Mucha fe, calor y buena música
Banda de cabecera de muchos, respetada por otros tantos y
disfrutada por todos, los liderados por Mike Patton se presentaron en una
calurosa noche de martes en el Micro Estadio Malvinas Argentinas para delirio
de unas 7000 personas que cantaron, saltaron y sudaron desde el primero al
último tema.
Con el escenario de punta en blanco, con los aditamentos de
una gran bola de boliche colgando en el centro y flores y plantas en todo el
tablado, cuando minutos pasaban de las 21:30hs Roddy Bottum, Mike Bordin, Billy
Gould, Mike Patton y Jon Hudson salieron a escena con Woodpecker from Mars, en
la que se escucho algún fraseo del Delilah de Tom Jones.
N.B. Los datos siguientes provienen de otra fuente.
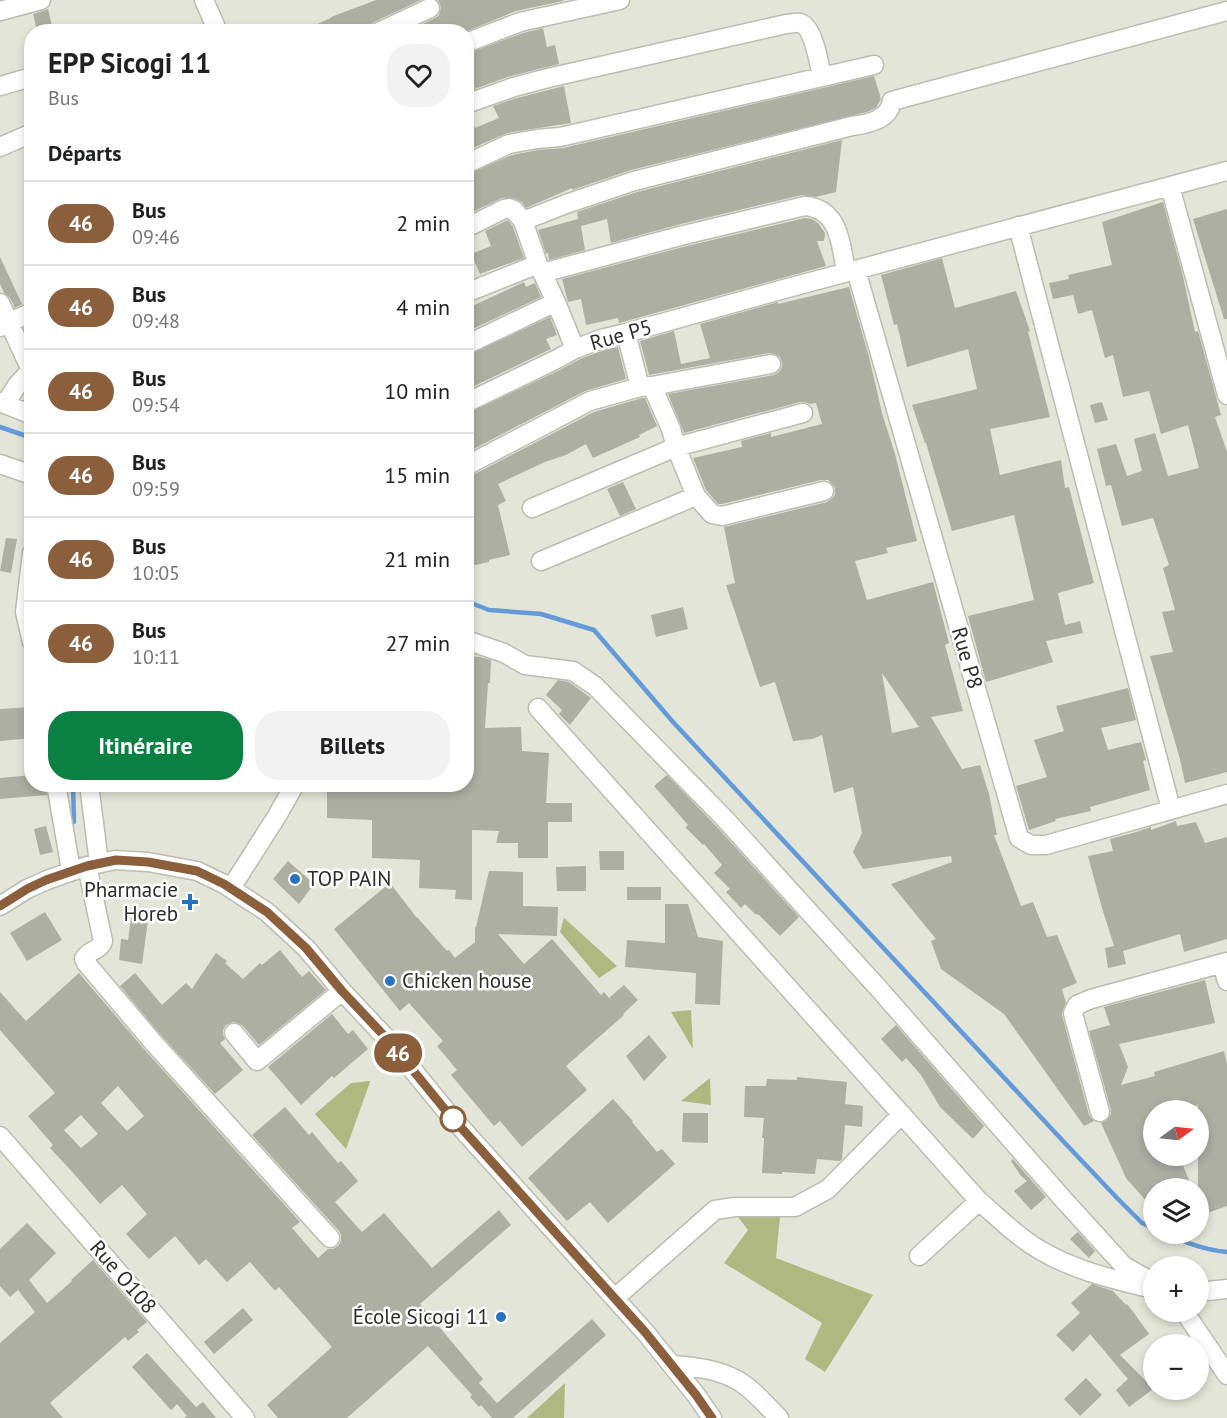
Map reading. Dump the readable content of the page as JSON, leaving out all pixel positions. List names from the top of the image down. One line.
{"streets":{"street":["Rue P5","Rue P8","Rue O108"]},"crossings":[["Rue P5","Rue P8"]],"places":{"other":["TOP PAIN","Chicken house","École Sicogi 11"],"health":["Pharmacie Horeb"]},"lines":["bus line 46"],"north":"right","page":{"on_map":"46","heading":[["EPP Sicogi 11","Bus"],"Départs"],"list":[{"mark":"46","name":"Bus","note":"09:46","value":"2 min"},{"mark":"46","name":"Bus","note":"09:48","value":"4 min"},{"mark":"46","name":"Bus","note":"09:54","value":"10 min"},{"mark":"46","name":"Bus","note":"09:59","value":"15 min"},{"mark":"46","name":"Bus","note":"10:05","value":"21 min"},{"mark":"46","name":"Bus","note":"10:11","value":"27 min"}],"buttons":["Itinéraire","Billets"],"map_buttons":["+","−"]}}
Todos también vestidos
de blanco, mientras entre el público predominaban las chicas en musculosa o los
chicos sin remeras, ya que el calor era cada vez mayor.
Land of Sunshine, Be
Agresive y Midlife Crisis fue la trifecta inicial de un show que fue
contundente. Un estadio repleto coreaba cada una de las canciones y el campo se
movía cual sabana siendo tendida, al unísono. Caffeine precedió a la versión en
español de Evidence, la cual aparecía en la versión japonesa de King for a day,
Fool for a Lifetime y con la cual suelen deleitarnos en cada una de las ultimas
visitas a nuestro país.
La ductilidad de la voz de Patton para pasar de la estrofa más
suave al más gutural de los gritos y su enorme carácter como frontman se
sumaban al virtuosismo del resto de la banda. Bordin en la batería, Gould en las cuatro
cuerdas, Bottum en las teclas y Hudson en la guitarra también descollan,
aportando cada uno su momento dentro de la maquinaria FNM.
En la noche seguirían Last cup of sorrow, Cuckoo for caca y
la ya clásica balada Easy de los Commodores. La banda también bromeaba con la
gente en español, tanto Patton como Bottum hablan español, haciendo chistes
como “¿Hace frío? Entonces vamos al concierto de Ringo Starr”, así como
nombraron a Charly García cuando la gente gritaba “Faith No More, Faith No
More”, ya que el legendario músico argentino también es conocido como Say No
More y parece que esto llego a oídos de
los de San Francisco.
Se venia la recta final en el set del grupo y tras la
balada, era tiempo de volver a la potencia, y así fue como sonó Digging the
grave, antes de Ashes to ashes. La potente versión de The gentle art of making
enemies, así como King for a day precedieron a las últimas dos canciones del
show, antes de los bises: el viejo y querido Epic y Just a man.
El regreso fue con un tema desconocido y con el primer hit
de la banda: We care a lot, con el que se volvieron a despedir, mientras las
flores que adornaban el escenario fueron arrojadas a la gente cual obsequio.
Pero no sería el cierre de la noche, ya que aún nos quedaba una sorpresa, ya
que retornaron por segunda vez, para deleitarnos con un cover de Burt
Bacharach, This guy´s in love with you, con el que, y ahora si, se despidieron
definitivamente de la Argentina.
Un set list que recorrió toda su carrera, una performance
ajustadísima, paredes y cuerpos empapados y un publico que estaba entregado
desde el momento en el que ingresaba al estadio fueron el resultado de una
noche que será recordada por todos los allí presentes esperando un nuevo
regreso, aunque el mismo sea difícil ya que pareciera que se viene un nuevo
párate en la historia del grupo. ¡Tengamos fe, que todo puede suceder!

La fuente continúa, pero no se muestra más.